Na swoim nowym albumie Halina Mlynkova zdecydowała się odejść od kojarzonego z nią folku.
"Mniej jest skrzypiec i fletów, bardziej kładziemy nacisk na mocne gitarowe granie. Natomiast elementem folkowym na płycie są wokalizy. Nagrywając piosenki, miałam na uwadze to, by dobrze brzmiały na koncertach, a występy przed publicznością są tym, co lubię najbardziej" - tłumaczyła była wokalistka Brathanków.
Mlynkova podkreśla, że tworząc nowy materiał, nie dostosowuje się do wymogów stacji radiowych. Bardziej pod uwagę bierze gusta swoich słuchaczy. Płyta "Życia mi mało" powstawała w Pradze, w ulubionym studiu Mlynkovej, u Dana Hadla. "Świetnie się tam pracuje, gdyż mieści się ono w zielonej okolicy. Studio ma drzwi balkonowe, które latem są zawsze otwarte. W przerwach odpoczywałam w ogrodzie.
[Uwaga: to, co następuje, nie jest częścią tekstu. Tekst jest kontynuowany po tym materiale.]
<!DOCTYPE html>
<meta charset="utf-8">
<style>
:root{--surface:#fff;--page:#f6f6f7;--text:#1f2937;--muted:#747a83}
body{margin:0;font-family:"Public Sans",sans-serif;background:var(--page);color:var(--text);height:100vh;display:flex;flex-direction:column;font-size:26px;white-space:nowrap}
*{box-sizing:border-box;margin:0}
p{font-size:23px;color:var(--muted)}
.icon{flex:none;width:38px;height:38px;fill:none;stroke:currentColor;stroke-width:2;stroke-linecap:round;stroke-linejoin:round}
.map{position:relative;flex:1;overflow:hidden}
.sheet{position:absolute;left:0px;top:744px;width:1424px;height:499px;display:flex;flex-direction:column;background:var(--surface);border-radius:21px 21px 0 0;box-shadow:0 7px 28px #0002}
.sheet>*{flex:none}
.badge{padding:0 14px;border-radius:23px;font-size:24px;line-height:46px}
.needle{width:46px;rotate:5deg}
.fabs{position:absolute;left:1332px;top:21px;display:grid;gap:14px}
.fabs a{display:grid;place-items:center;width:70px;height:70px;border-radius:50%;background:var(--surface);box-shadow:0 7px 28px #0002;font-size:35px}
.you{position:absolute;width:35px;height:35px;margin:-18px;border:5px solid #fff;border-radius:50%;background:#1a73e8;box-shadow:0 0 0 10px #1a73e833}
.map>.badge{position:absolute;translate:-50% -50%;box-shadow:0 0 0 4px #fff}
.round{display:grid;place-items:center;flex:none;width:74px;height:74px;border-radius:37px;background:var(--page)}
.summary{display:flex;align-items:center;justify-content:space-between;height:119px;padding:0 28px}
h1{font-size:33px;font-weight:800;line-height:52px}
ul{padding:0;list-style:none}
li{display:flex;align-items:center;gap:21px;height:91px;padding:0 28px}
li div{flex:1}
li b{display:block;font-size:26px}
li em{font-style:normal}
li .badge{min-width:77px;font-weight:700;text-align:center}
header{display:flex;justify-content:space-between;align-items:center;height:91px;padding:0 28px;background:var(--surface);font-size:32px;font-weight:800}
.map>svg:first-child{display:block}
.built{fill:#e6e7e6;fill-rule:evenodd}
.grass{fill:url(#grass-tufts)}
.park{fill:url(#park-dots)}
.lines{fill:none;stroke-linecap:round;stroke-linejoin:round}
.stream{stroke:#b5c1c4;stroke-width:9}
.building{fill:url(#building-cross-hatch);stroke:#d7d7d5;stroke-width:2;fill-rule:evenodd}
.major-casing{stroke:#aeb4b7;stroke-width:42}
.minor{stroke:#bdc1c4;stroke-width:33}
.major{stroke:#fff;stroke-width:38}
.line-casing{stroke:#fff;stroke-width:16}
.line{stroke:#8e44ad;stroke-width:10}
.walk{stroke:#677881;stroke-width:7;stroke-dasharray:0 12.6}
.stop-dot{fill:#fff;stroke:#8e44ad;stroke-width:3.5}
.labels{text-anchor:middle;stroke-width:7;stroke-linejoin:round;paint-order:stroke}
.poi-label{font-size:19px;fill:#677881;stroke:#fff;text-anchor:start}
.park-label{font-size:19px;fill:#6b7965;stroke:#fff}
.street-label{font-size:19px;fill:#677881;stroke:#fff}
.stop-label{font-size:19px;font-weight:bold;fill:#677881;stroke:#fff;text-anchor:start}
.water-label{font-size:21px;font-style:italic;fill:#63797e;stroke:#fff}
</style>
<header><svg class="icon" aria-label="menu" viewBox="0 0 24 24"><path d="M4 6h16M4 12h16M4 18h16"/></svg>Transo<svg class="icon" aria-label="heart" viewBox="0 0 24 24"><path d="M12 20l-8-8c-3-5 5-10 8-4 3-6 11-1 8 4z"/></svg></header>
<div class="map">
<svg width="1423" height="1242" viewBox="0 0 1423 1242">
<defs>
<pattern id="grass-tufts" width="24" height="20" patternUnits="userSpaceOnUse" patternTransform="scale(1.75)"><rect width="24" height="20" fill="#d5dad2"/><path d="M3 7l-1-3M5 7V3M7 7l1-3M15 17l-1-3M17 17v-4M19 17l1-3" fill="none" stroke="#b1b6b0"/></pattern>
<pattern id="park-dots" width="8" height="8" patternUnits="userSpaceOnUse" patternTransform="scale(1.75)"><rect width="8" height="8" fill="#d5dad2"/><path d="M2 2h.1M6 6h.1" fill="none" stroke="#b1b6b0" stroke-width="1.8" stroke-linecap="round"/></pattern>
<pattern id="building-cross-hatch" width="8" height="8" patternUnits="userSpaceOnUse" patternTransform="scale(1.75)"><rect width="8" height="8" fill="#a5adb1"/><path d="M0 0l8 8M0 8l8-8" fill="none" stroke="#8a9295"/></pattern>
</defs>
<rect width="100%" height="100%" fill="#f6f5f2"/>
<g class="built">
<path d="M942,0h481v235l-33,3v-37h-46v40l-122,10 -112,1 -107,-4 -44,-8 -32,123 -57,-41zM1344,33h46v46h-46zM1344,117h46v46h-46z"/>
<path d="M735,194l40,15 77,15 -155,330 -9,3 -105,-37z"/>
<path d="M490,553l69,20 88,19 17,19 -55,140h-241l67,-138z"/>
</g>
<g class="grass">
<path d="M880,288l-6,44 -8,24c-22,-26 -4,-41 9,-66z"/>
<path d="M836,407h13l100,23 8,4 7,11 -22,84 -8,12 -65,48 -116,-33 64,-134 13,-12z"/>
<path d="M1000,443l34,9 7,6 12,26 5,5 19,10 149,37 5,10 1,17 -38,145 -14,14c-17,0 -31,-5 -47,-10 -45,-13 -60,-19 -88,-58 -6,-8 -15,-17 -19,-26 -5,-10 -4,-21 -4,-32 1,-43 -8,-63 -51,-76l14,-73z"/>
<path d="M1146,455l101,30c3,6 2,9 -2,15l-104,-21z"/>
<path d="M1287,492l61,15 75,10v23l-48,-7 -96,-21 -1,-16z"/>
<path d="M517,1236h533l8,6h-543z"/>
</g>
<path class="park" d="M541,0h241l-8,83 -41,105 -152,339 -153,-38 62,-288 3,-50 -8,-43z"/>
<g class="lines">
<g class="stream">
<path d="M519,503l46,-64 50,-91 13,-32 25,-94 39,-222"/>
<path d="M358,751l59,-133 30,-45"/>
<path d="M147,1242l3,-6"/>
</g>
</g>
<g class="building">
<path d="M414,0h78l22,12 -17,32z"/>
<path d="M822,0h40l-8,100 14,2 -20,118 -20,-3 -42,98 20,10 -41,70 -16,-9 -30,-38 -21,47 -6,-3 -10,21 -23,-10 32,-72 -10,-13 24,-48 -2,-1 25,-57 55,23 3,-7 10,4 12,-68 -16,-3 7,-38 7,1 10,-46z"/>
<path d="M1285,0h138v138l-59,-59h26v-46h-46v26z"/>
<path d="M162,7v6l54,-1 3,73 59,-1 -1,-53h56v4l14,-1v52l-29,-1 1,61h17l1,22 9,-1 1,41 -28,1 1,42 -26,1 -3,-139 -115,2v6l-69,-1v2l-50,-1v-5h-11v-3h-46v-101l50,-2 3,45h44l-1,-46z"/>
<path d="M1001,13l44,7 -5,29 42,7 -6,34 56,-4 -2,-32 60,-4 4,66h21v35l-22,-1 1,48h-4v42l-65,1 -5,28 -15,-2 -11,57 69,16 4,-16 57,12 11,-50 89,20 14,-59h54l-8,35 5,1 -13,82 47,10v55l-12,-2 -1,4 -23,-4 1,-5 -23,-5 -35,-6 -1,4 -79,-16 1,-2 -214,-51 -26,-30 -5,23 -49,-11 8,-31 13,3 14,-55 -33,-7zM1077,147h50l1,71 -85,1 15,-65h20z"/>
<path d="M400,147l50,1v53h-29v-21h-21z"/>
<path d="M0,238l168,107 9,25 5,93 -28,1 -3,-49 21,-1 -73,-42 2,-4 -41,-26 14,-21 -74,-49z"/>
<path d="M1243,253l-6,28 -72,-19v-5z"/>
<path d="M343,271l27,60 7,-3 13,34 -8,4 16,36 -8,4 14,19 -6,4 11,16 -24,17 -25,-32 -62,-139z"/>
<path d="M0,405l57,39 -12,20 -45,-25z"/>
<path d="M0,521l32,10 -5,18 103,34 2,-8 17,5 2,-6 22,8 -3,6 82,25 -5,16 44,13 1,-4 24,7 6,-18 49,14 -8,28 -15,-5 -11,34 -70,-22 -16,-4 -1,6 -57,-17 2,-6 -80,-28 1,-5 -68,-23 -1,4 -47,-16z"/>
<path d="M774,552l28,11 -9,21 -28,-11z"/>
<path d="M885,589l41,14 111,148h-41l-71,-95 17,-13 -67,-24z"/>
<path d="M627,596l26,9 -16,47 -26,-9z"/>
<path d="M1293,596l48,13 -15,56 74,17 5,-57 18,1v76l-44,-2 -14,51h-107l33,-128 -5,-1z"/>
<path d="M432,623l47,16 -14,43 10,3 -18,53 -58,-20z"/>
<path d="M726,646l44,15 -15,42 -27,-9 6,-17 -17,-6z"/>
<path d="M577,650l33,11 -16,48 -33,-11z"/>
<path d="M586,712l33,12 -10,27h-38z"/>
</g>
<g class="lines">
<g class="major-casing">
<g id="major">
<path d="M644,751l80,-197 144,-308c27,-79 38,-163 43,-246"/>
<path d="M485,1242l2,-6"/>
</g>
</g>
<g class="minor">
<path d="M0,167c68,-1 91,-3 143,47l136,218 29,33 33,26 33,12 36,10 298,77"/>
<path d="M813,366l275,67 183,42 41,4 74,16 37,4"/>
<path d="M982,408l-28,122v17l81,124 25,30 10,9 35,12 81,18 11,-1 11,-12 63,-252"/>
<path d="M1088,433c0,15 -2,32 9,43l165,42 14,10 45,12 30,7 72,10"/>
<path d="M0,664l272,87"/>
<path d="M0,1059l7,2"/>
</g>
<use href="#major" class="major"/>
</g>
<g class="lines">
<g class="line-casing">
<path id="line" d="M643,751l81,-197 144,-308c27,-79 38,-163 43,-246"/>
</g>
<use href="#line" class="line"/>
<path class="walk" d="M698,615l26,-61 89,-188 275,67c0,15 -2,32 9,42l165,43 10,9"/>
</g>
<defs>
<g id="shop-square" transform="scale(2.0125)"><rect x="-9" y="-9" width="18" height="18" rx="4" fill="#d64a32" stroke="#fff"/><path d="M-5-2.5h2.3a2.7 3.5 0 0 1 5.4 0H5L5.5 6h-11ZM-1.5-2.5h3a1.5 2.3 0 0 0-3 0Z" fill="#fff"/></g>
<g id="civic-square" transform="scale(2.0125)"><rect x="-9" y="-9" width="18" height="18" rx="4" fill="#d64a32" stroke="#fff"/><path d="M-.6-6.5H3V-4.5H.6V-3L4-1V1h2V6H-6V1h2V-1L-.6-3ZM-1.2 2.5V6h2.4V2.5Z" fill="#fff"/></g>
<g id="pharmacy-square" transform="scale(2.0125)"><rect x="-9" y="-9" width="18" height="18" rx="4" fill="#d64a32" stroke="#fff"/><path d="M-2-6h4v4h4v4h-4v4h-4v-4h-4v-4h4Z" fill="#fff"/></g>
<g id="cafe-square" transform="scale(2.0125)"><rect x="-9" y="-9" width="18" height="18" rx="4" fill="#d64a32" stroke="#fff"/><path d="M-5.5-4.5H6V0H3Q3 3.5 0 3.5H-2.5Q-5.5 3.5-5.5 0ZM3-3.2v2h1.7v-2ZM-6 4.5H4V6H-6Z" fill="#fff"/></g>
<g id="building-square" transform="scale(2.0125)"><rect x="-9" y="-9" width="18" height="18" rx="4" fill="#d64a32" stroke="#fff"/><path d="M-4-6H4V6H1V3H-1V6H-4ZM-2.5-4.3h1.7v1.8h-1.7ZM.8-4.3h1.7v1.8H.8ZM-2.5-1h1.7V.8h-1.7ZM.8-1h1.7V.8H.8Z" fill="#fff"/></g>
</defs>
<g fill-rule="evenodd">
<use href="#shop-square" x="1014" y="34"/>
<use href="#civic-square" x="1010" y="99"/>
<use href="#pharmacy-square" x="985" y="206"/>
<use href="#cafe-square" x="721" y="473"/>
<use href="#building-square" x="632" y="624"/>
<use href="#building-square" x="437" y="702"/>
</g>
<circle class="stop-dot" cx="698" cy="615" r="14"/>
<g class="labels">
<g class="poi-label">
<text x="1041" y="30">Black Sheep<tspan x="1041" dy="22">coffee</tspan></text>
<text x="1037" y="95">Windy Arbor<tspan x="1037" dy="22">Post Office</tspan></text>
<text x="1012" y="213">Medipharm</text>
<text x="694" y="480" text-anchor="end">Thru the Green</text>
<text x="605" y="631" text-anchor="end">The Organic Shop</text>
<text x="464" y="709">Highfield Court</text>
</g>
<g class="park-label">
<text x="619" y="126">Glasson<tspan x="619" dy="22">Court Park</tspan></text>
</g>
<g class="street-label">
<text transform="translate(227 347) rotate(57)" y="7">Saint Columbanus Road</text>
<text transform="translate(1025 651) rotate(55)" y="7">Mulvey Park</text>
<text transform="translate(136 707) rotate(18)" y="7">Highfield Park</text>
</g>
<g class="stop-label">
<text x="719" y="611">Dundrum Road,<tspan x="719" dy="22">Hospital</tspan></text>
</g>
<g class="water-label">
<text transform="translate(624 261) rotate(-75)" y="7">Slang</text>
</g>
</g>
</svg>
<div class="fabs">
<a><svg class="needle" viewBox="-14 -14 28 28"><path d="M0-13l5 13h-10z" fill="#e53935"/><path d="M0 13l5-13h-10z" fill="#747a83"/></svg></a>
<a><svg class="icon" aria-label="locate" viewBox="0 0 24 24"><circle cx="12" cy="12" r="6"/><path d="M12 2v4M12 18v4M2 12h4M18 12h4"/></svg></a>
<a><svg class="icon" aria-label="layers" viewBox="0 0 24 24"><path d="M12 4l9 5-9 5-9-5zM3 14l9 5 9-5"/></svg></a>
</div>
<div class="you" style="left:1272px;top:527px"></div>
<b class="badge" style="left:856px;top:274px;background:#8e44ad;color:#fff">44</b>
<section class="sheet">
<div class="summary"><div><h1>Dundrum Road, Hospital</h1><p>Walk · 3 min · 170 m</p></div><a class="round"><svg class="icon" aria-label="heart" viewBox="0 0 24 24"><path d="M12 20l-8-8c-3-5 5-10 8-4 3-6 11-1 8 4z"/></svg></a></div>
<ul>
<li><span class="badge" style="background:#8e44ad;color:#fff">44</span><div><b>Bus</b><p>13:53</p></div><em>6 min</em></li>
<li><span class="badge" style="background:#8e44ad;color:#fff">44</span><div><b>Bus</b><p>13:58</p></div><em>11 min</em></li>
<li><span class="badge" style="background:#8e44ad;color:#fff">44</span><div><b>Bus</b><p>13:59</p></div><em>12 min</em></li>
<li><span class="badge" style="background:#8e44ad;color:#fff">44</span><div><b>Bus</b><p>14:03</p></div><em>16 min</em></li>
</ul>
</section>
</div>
Płytę nagrywaliśmy latem, ale w zeszłym roku - kazała, więc trochę na siebie czekać. Początkowo mieliśmy inną wizję albumu, czego wyrazem jest 'Zabiorę Cię'" - wspomina wokalistka.
Na albumie znalazła się piosenka "Jedno serce", którą Halina Mlynkova śpiewa ze swoim synem, Piotrem.
"To piosenka najbliższa mojemu sercu, opowiada o relacji między matką i synem. Co mnie bardzo cieszy, udało mi się uchwycić ostatni moment, gdy Piotrek miał dziecięcy głosik. Teraz bardzo szybko dojrzewa" - mówi o utworze Mlynkowa.
Wkład w powstanie płyty miał także mąż Haliny Mlynkovej, Leszek Wronka.
"Jego rola była bardzo istotna, ponieważ to on skomponował wszystkie piosenki, napisał też niektóre teksty. Płyta jest w połowie jego dzieckiem, a w połowie moim. Tworzyło nam się super, towarzyszyły temu ogromne emocje. Momenty, kiedy zgadzaliśmy się w pełni ze wszystkim, przeplatały się takimi, kiedy różniliśmy się umiarkowanie lub bardzo mocno. Ogólnie, Leszek jest fantastycznym partnerem do pracy, bo świetnie potrafi zrozumieć, co mi w duszy gra. Do tego, umie stworzyć atmosferę piosenki" - tłumaczyła wokalistka.
W muzycznej karierze Mlynkovej pojawił się filmowy przerywnik - zagrała w czeskiej musicalowo-młodzieżowej produkcji "Muzykanci".
"Pracując przy tym projekcie, przeżyłam fantastyczną przygodę. Miałam niewielką rólkę, ale za to mogłam zagrać z fenomenalnymi czeskimi aktorami, którzy byli dla mnie legendami. W jednym z nich, Pavlu Krizu, kochałam się w szkole podstawowej. Główną rolę zagrała Polka Michalina Olszańska, świetna aktorka młodego pokolenia. Wcielam się w dojrzałą artystkę, tancerkę, która kiedyś pracowała w Moulin Rouge. Tańczę do piosenki, którą śpiewam. Po nakręceniu tej sceny do tej pory leczę rozbite kolano" - wspominała Mlynkova.